Show all lines of the listing that hold the word "shaded".

------------------------------------------------------------------------

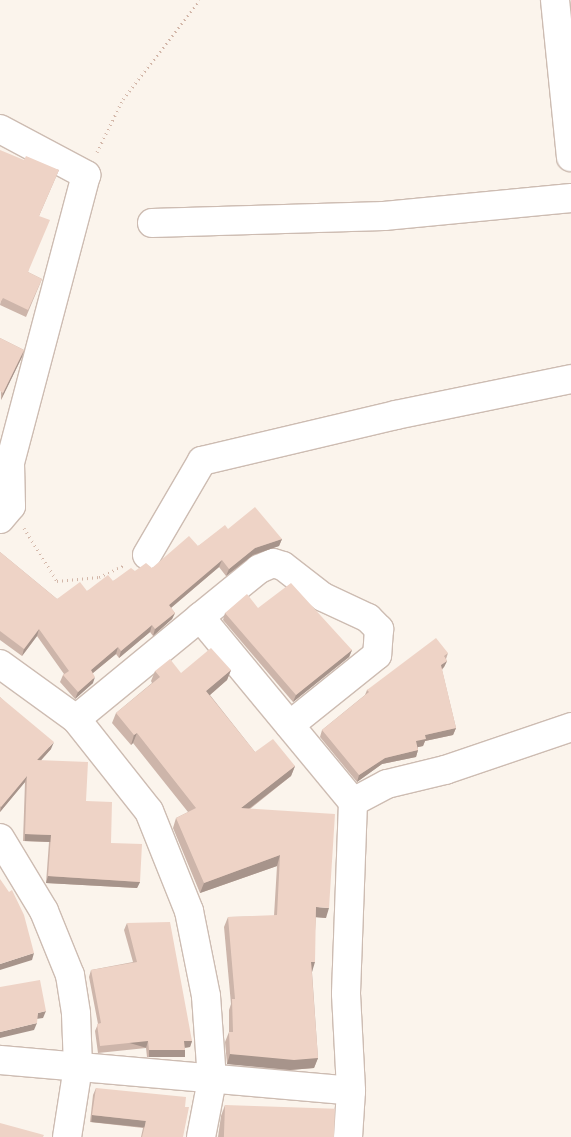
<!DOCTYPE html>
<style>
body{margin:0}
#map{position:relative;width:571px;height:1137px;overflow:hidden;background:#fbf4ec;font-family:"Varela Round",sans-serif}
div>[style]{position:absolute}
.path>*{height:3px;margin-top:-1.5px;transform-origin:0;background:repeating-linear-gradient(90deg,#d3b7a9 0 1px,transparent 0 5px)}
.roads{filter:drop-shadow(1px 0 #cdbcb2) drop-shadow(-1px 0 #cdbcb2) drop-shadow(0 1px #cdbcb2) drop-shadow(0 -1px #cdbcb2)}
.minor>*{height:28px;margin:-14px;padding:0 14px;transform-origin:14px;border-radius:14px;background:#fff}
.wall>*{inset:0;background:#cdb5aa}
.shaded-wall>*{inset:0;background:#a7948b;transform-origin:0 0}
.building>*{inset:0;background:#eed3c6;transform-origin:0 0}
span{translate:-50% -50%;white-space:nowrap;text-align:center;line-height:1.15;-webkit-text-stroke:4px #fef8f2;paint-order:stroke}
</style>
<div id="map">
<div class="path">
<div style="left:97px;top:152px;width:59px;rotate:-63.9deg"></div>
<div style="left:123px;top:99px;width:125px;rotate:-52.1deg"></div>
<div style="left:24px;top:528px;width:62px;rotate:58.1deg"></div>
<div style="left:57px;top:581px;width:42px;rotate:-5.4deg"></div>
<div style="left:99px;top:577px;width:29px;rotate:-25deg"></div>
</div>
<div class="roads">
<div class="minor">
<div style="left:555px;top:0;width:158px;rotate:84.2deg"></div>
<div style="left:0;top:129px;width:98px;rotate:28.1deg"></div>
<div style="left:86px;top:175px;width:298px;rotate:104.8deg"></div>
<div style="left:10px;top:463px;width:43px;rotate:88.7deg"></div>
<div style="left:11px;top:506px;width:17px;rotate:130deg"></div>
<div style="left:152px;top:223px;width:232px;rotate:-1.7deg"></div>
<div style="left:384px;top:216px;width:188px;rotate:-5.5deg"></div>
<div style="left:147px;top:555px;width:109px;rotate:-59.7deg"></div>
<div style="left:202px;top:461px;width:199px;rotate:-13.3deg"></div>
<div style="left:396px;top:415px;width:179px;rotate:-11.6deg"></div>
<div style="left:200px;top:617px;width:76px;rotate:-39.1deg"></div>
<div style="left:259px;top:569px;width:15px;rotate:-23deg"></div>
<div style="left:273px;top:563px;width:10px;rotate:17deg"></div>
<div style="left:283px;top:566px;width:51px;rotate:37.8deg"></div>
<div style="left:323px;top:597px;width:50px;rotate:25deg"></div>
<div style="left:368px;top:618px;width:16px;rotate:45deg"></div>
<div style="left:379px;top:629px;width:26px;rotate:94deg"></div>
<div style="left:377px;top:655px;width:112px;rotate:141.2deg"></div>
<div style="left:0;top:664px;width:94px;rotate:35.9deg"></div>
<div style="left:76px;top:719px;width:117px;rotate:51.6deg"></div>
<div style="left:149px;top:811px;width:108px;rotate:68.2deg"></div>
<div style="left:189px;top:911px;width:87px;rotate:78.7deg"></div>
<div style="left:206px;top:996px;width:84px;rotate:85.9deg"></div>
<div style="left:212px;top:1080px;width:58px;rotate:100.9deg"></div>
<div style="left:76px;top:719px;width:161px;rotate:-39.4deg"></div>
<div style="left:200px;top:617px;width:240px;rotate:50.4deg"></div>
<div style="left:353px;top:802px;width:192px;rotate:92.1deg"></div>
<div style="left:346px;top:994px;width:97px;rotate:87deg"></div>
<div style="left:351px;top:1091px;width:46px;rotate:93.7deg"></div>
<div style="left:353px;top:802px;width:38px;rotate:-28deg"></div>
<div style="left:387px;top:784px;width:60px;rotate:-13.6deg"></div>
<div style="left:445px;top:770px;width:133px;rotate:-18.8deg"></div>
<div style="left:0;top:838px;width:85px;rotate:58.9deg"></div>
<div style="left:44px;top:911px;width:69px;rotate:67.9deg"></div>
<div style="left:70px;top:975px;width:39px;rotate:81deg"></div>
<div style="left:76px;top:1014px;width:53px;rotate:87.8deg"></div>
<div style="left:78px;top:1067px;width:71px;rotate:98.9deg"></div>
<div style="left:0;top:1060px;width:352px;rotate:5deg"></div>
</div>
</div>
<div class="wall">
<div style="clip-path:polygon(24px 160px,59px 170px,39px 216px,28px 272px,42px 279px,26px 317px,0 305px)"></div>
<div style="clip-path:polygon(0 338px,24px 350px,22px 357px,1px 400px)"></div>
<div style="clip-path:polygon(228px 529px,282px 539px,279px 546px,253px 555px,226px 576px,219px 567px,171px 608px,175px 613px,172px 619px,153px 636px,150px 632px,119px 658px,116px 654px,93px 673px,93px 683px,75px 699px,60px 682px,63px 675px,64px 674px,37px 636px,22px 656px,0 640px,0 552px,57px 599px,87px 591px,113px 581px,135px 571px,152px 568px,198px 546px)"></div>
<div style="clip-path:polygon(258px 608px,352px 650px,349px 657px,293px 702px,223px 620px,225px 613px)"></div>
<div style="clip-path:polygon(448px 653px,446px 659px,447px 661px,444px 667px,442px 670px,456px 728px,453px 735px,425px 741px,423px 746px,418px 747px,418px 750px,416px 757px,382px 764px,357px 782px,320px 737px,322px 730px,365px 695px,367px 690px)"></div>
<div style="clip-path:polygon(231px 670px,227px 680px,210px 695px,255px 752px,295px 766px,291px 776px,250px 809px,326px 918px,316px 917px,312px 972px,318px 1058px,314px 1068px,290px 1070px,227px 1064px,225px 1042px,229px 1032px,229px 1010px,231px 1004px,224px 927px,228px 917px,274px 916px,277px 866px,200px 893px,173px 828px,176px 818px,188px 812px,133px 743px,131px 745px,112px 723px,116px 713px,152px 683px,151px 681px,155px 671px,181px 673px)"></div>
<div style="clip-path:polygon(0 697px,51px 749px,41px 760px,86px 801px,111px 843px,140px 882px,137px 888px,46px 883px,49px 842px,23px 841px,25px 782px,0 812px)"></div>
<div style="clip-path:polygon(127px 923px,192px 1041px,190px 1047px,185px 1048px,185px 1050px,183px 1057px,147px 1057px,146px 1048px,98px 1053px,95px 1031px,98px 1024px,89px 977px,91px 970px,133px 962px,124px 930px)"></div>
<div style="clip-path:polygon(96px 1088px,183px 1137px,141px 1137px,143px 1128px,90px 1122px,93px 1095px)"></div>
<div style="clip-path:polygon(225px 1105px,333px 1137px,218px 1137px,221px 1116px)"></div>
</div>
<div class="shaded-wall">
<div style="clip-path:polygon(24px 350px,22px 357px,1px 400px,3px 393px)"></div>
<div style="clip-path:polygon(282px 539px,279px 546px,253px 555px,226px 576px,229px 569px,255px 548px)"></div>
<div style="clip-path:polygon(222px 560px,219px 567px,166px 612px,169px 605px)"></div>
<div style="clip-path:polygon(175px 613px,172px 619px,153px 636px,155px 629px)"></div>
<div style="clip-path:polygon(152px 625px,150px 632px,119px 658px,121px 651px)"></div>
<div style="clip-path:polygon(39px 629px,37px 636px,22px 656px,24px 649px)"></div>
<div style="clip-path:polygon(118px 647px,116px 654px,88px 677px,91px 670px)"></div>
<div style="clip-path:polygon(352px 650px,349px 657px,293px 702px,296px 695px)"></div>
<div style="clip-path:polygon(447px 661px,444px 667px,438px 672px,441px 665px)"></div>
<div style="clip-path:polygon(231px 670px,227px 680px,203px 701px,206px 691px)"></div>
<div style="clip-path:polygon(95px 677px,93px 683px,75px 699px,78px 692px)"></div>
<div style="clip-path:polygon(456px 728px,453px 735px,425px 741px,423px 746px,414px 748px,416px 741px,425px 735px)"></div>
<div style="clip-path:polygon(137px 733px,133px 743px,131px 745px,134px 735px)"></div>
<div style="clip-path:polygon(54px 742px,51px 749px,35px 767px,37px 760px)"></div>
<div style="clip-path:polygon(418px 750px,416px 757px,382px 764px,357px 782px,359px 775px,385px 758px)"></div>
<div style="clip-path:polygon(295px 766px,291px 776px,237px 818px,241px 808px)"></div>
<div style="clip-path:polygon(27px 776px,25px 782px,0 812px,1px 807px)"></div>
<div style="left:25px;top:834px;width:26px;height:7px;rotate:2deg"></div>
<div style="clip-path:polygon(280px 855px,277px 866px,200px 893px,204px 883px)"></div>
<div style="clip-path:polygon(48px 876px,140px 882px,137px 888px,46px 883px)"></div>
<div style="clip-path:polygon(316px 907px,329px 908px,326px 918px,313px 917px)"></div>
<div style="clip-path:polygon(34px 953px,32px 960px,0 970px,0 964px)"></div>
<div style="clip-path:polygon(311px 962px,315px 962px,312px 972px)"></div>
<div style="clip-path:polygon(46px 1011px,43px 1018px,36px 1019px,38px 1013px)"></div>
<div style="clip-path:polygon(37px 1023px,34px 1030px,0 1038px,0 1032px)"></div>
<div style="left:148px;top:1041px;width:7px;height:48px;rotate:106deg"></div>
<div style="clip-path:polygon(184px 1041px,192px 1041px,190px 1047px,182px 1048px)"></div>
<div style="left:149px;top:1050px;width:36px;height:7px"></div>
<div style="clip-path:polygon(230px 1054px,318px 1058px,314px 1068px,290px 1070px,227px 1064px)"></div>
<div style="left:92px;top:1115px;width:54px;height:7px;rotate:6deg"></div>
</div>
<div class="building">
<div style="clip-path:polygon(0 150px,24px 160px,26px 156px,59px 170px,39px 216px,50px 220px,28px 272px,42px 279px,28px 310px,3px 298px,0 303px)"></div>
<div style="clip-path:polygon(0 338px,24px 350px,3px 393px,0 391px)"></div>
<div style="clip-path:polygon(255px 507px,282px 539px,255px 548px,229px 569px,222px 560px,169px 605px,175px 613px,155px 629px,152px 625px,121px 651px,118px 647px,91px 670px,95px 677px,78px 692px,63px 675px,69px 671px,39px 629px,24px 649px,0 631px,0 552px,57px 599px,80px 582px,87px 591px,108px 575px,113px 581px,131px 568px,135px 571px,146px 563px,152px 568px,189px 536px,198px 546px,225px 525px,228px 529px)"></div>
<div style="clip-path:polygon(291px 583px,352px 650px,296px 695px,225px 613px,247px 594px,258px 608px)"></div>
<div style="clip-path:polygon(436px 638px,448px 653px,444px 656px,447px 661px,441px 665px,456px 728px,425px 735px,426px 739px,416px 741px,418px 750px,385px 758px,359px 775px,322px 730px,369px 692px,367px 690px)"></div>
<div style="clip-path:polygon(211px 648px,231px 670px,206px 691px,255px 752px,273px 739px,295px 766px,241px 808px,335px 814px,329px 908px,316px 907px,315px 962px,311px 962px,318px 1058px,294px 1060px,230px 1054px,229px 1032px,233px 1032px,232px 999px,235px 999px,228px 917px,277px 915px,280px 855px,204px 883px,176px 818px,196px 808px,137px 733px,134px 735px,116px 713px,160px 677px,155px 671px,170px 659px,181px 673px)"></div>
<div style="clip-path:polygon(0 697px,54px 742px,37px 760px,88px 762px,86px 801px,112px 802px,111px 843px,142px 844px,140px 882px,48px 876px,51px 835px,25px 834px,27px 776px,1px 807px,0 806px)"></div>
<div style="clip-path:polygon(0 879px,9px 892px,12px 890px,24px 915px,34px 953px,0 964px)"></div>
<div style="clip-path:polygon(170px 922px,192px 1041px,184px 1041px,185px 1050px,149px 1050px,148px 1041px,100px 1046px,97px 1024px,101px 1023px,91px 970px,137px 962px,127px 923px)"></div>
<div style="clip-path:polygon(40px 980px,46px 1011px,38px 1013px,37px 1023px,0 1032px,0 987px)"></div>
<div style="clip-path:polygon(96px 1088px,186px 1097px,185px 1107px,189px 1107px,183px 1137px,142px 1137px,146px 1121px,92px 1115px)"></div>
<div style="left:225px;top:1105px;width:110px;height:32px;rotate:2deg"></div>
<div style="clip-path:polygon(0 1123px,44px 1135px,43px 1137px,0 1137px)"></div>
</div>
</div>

------------------------------------------------------------------------

TASK OUTPUT:
.shaded-wall>*{inset:0;background:#a7948b;transform-origin:0 0}
<div class="shaded-wall">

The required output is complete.